Segment Start: DATASET CONTENT

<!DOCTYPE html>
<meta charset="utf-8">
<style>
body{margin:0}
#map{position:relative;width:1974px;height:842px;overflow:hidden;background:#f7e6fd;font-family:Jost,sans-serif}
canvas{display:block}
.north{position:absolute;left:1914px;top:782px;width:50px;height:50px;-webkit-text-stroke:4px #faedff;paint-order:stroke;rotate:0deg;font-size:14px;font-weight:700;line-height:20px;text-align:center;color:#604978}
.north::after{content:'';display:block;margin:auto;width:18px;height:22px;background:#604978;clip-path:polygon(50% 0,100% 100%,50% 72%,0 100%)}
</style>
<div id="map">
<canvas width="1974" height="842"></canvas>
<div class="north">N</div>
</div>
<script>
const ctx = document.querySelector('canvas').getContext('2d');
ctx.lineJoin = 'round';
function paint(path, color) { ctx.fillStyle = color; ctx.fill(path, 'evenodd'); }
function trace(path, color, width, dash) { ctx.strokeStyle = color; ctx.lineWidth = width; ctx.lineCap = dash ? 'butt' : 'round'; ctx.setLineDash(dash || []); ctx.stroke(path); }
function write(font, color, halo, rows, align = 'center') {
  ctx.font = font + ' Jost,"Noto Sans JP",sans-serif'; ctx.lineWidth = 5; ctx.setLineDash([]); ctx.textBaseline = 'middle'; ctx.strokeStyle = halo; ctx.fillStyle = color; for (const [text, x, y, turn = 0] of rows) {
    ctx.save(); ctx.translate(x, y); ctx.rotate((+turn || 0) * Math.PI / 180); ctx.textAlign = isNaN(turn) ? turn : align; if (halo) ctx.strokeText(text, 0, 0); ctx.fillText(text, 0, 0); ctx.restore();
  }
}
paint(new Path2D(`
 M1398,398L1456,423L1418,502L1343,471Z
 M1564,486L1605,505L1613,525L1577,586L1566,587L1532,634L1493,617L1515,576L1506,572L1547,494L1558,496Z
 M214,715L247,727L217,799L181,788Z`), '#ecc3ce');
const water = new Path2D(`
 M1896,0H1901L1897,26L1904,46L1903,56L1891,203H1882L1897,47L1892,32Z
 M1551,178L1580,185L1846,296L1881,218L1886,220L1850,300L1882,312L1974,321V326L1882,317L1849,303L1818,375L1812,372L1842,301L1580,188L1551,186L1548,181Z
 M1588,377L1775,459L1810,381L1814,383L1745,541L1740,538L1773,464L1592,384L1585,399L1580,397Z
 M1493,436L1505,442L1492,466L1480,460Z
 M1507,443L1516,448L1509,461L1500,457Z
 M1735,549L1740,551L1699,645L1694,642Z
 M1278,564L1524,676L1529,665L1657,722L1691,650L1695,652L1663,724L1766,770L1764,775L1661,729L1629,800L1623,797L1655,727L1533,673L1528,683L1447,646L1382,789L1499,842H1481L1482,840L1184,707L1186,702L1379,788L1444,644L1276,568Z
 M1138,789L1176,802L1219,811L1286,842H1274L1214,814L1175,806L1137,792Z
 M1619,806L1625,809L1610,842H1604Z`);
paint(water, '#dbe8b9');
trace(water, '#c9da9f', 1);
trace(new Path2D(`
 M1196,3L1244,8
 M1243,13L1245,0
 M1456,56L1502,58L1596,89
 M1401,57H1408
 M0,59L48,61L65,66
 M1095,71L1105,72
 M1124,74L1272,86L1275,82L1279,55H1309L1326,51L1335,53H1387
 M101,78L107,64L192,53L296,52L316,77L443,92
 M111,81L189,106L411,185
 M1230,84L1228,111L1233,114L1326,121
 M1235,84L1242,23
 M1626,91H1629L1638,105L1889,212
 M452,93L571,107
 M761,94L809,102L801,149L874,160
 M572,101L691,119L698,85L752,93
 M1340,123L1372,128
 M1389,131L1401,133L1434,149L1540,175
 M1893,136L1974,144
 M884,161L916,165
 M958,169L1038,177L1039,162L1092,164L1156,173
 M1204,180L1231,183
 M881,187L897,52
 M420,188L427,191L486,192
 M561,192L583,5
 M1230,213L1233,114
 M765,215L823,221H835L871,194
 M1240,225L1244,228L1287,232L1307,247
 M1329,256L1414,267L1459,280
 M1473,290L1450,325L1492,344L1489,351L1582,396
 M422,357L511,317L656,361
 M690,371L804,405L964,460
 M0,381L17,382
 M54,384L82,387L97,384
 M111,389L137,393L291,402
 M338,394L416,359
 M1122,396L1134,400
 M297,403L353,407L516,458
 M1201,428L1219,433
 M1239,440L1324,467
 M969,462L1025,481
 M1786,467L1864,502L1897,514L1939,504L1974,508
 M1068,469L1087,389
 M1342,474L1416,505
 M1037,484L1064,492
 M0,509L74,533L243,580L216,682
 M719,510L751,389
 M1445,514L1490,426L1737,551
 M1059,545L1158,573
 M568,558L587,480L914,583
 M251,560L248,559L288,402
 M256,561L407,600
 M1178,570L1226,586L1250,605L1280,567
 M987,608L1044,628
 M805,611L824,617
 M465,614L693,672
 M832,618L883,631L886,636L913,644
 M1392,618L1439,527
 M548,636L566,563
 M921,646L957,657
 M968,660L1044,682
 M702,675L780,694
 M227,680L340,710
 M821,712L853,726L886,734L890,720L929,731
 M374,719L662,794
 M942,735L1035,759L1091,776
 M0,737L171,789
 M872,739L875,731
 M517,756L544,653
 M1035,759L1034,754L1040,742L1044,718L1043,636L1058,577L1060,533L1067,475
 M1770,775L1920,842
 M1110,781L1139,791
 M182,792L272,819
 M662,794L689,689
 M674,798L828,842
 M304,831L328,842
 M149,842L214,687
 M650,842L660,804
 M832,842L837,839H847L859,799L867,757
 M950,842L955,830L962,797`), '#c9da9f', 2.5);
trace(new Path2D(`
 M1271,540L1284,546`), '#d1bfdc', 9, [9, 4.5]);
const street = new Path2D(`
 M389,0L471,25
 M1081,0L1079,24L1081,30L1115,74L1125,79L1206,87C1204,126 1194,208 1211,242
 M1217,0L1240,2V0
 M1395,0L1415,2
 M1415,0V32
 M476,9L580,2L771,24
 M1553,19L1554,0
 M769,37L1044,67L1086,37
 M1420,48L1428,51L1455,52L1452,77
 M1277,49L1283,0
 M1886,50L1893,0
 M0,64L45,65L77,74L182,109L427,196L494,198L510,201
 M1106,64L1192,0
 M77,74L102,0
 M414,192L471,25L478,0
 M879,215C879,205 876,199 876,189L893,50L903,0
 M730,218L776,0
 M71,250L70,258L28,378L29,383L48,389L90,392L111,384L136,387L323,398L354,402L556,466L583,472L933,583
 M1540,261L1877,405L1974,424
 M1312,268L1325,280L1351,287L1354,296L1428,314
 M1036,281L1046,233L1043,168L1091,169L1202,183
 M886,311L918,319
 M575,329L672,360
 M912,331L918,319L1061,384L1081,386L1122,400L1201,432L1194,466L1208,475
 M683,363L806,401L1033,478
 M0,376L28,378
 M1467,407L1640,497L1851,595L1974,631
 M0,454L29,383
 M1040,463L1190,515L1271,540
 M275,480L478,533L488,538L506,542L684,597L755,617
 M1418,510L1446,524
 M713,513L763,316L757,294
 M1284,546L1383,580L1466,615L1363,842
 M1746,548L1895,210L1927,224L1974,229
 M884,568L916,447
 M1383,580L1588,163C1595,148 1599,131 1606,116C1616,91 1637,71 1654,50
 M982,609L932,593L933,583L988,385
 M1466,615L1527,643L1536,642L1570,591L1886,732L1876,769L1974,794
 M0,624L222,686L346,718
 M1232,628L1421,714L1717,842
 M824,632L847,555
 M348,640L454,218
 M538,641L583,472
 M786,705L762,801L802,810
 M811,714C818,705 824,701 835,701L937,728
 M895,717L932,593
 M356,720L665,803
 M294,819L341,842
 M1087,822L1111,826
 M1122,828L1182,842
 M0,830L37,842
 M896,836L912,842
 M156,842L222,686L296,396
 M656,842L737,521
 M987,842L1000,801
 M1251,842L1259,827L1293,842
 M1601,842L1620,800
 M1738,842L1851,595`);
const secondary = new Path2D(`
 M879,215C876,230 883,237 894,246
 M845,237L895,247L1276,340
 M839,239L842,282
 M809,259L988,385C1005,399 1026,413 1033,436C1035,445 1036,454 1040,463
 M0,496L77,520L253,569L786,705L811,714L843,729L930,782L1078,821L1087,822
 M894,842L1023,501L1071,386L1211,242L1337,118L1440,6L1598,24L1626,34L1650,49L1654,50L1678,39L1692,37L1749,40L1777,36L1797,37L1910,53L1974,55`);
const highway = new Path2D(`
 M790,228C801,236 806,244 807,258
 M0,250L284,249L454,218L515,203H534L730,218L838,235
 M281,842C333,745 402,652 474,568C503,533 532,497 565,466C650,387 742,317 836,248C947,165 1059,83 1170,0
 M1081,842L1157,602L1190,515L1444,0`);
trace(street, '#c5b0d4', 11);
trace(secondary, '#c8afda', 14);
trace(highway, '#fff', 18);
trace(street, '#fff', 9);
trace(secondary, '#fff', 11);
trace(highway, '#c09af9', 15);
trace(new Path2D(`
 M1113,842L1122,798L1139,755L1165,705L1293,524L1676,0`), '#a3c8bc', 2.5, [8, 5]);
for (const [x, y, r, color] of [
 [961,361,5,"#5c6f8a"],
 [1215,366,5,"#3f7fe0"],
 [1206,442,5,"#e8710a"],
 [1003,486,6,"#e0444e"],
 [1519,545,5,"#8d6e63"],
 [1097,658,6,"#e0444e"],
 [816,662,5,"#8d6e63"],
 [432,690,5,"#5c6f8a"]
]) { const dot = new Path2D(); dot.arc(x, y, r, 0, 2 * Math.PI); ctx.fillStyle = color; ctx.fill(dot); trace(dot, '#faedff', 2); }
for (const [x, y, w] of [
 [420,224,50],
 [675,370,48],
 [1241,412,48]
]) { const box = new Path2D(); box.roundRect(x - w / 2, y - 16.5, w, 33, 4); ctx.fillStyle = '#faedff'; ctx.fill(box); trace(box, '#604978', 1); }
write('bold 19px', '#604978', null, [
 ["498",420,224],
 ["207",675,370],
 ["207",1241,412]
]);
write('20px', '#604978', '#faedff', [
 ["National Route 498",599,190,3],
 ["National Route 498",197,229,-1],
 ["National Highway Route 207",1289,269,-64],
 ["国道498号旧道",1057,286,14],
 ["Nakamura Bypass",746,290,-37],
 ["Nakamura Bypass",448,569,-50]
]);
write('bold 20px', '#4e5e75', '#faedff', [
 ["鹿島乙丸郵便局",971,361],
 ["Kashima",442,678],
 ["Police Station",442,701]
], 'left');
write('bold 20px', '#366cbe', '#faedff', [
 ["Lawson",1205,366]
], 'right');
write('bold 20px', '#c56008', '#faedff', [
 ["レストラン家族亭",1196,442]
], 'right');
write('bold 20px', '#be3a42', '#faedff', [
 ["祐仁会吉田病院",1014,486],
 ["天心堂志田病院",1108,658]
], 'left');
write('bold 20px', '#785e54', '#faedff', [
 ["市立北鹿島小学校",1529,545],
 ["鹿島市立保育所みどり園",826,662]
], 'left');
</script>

Segment End: DATASET CONTENT

TRY IT: In the material above, find every line with the word "strokeStyle" and show it.

ANSWER SECTION:
function trace(path, color, width, dash) { ctx.strokeStyle = color; ctx.lineWidth = width; ctx.lineCap = dash ? 'butt' : 'round'; ctx.setLineDash(dash || []); ctx.stroke(path); }
  ctx.font = font + ' Jost,"Noto Sans JP",sans-serif'; ctx.lineWidth = 5; ctx.setLineDash([]); ctx.textBaseline = 'middle'; ctx.strokeStyle = halo; ctx.fillStyle = color; for (const [text, x, y, turn = 0] of rows) {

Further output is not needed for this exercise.